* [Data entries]
┌──

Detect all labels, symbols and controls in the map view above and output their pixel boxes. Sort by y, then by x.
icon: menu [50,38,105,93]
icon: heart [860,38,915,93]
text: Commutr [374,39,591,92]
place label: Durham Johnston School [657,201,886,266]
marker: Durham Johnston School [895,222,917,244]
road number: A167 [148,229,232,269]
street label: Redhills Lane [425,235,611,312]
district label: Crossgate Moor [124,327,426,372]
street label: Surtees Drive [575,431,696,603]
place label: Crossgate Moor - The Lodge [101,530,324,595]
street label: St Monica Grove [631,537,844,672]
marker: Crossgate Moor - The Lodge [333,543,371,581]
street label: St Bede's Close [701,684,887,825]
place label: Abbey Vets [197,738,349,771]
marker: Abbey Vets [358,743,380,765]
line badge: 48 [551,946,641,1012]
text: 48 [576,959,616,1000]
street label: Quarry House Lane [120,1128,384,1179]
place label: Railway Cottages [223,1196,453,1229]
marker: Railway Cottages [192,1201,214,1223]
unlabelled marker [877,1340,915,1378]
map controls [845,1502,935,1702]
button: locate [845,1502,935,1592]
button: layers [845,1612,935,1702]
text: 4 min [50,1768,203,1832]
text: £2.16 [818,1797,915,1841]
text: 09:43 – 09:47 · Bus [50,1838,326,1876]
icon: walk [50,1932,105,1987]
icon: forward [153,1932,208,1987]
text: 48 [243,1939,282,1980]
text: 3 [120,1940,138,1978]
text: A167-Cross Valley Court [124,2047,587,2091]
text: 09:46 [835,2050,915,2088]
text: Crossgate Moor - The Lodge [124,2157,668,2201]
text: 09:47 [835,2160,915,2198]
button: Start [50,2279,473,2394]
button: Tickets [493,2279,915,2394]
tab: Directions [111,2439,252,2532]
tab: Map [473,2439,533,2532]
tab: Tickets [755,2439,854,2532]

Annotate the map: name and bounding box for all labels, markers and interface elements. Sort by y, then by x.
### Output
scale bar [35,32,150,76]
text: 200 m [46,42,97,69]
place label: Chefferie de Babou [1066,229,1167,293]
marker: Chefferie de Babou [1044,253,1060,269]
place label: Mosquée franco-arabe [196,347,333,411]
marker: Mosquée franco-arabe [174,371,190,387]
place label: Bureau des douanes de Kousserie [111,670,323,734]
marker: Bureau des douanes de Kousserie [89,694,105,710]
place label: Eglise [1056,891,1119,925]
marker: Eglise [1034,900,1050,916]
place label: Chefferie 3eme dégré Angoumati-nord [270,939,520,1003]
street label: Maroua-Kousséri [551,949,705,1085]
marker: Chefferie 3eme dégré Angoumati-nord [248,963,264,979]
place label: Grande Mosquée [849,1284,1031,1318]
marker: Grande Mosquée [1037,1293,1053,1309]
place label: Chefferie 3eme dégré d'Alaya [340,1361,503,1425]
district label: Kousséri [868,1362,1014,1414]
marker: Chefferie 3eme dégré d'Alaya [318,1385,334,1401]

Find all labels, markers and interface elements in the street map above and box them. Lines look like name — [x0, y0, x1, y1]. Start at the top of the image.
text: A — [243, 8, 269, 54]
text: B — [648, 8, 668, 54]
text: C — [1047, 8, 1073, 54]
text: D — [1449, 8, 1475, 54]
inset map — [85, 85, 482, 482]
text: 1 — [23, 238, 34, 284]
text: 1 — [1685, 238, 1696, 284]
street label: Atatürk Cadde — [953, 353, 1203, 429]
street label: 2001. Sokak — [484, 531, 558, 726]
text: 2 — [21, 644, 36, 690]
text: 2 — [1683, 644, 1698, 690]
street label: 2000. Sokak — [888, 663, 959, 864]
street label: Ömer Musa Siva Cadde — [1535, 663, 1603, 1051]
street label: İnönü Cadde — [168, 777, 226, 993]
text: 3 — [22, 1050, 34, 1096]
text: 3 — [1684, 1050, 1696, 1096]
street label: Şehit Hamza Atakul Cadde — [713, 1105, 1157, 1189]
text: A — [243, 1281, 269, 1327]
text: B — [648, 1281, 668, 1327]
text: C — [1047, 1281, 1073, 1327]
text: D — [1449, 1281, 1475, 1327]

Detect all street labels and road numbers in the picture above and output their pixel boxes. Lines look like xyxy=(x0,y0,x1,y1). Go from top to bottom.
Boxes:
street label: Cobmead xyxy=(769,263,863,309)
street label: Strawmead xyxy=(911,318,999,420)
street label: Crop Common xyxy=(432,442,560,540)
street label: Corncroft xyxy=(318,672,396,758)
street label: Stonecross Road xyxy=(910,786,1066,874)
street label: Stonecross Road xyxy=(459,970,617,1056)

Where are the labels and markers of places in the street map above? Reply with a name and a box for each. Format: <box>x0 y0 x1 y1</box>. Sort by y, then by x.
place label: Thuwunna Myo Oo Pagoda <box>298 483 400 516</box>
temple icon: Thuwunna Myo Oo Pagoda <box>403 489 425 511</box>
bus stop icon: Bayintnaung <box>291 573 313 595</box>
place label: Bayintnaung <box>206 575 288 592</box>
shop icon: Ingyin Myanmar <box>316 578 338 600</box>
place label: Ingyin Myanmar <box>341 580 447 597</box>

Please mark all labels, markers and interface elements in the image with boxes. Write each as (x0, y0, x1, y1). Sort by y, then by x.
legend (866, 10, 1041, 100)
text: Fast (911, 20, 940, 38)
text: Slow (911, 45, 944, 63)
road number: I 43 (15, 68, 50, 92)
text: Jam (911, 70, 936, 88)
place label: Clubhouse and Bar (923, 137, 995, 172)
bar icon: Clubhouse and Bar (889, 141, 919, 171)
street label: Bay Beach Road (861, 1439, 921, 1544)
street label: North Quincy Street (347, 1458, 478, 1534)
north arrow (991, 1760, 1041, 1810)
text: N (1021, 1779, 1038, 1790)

└──

* [Required action] All entries above are to be reproduced exactly.

* [Final answer]
Detect all labels, symbols and controls in the map view above and output their pixel boxes. Sort by y, then by x.
icon: menu [50,38,105,93]
icon: heart [860,38,915,93]
text: Commutr [374,39,591,92]
place label: Durham Johnston School [657,201,886,266]
marker: Durham Johnston School [895,222,917,244]
road number: A167 [148,229,232,269]
street label: Redhills Lane [425,235,611,312]
district label: Crossgate Moor [124,327,426,372]
street label: Surtees Drive [575,431,696,603]
place label: Crossgate Moor - The Lodge [101,530,324,595]
street label: St Monica Grove [631,537,844,672]
marker: Crossgate Moor - The Lodge [333,543,371,581]
street label: St Bede's Close [701,684,887,825]
place label: Abbey Vets [197,738,349,771]
marker: Abbey Vets [358,743,380,765]
line badge: 48 [551,946,641,1012]
text: 48 [576,959,616,1000]
street label: Quarry House Lane [120,1128,384,1179]
place label: Railway Cottages [223,1196,453,1229]
marker: Railway Cottages [192,1201,214,1223]
unlabelled marker [877,1340,915,1378]
map controls [845,1502,935,1702]
button: locate [845,1502,935,1592]
button: layers [845,1612,935,1702]
text: 4 min [50,1768,203,1832]
text: £2.16 [818,1797,915,1841]
text: 09:43 – 09:47 · Bus [50,1838,326,1876]
icon: walk [50,1932,105,1987]
icon: forward [153,1932,208,1987]
text: 48 [243,1939,282,1980]
text: 3 [120,1940,138,1978]
text: A167-Cross Valley Court [124,2047,587,2091]
text: 09:46 [835,2050,915,2088]
text: Crossgate Moor - The Lodge [124,2157,668,2201]
text: 09:47 [835,2160,915,2198]
button: Start [50,2279,473,2394]
button: Tickets [493,2279,915,2394]
tab: Directions [111,2439,252,2532]
tab: Map [473,2439,533,2532]
tab: Tickets [755,2439,854,2532]

Annotate the map: name and bounding box for all labels, markers and interface elements. Sort by y, then by x.
### Output
scale bar [35,32,150,76]
text: 200 m [46,42,97,69]
place label: Chefferie de Babou [1066,229,1167,293]
marker: Chefferie de Babou [1044,253,1060,269]
place label: Mosquée franco-arabe [196,347,333,411]
marker: Mosquée franco-arabe [174,371,190,387]
place label: Bureau des douanes de Kousserie [111,670,323,734]
marker: Bureau des douanes de Kousserie [89,694,105,710]
place label: Eglise [1056,891,1119,925]
marker: Eglise [1034,900,1050,916]
place label: Chefferie 3eme dégré Angoumati-nord [270,939,520,1003]
street label: Maroua-Kousséri [551,949,705,1085]
marker: Chefferie 3eme dégré Angoumati-nord [248,963,264,979]
place label: Grande Mosquée [849,1284,1031,1318]
marker: Grande Mosquée [1037,1293,1053,1309]
place label: Chefferie 3eme dégré d'Alaya [340,1361,503,1425]
district label: Kousséri [868,1362,1014,1414]
marker: Chefferie 3eme dégré d'Alaya [318,1385,334,1401]

Find all labels, markers and interface elements in the street map above and box them. Lines look like name — [x0, y0, x1, y1]. Start at the top of the image.
text: A — [243, 8, 269, 54]
text: B — [648, 8, 668, 54]
text: C — [1047, 8, 1073, 54]
text: D — [1449, 8, 1475, 54]
inset map — [85, 85, 482, 482]
text: 1 — [23, 238, 34, 284]
text: 1 — [1685, 238, 1696, 284]
street label: Atatürk Cadde — [953, 353, 1203, 429]
street label: 2001. Sokak — [484, 531, 558, 726]
text: 2 — [21, 644, 36, 690]
text: 2 — [1683, 644, 1698, 690]
street label: 2000. Sokak — [888, 663, 959, 864]
street label: Ömer Musa Siva Cadde — [1535, 663, 1603, 1051]
street label: İnönü Cadde — [168, 777, 226, 993]
text: 3 — [22, 1050, 34, 1096]
text: 3 — [1684, 1050, 1696, 1096]
street label: Şehit Hamza Atakul Cadde — [713, 1105, 1157, 1189]
text: A — [243, 1281, 269, 1327]
text: B — [648, 1281, 668, 1327]
text: C — [1047, 1281, 1073, 1327]
text: D — [1449, 1281, 1475, 1327]

Detect all street labels and road numbers in the picture above and output their pixel boxes. Lines look like xyxy=(x0,y0,x1,y1). Go from top to bottom.
Boxes:
street label: Cobmead xyxy=(769,263,863,309)
street label: Strawmead xyxy=(911,318,999,420)
street label: Crop Common xyxy=(432,442,560,540)
street label: Corncroft xyxy=(318,672,396,758)
street label: Stonecross Road xyxy=(910,786,1066,874)
street label: Stonecross Road xyxy=(459,970,617,1056)

Where are the labels and markers of places in the street map above? Reply with a name and a box for each. Format: <box>x0 y0 x1 y1</box>. Sort by y, then by x.
place label: Thuwunna Myo Oo Pagoda <box>298 483 400 516</box>
temple icon: Thuwunna Myo Oo Pagoda <box>403 489 425 511</box>
bus stop icon: Bayintnaung <box>291 573 313 595</box>
place label: Bayintnaung <box>206 575 288 592</box>
shop icon: Ingyin Myanmar <box>316 578 338 600</box>
place label: Ingyin Myanmar <box>341 580 447 597</box>

Please mark all labels, markers and interface elements in the image with boxes. Write each as (x0, y0, x1, y1). Sort by y, then by x.
legend (866, 10, 1041, 100)
text: Fast (911, 20, 940, 38)
text: Slow (911, 45, 944, 63)
road number: I 43 (15, 68, 50, 92)
text: Jam (911, 70, 936, 88)
place label: Clubhouse and Bar (923, 137, 995, 172)
bar icon: Clubhouse and Bar (889, 141, 919, 171)
street label: Bay Beach Road (861, 1439, 921, 1544)
street label: North Quincy Street (347, 1458, 478, 1534)
north arrow (991, 1760, 1041, 1810)
text: N (1021, 1779, 1038, 1790)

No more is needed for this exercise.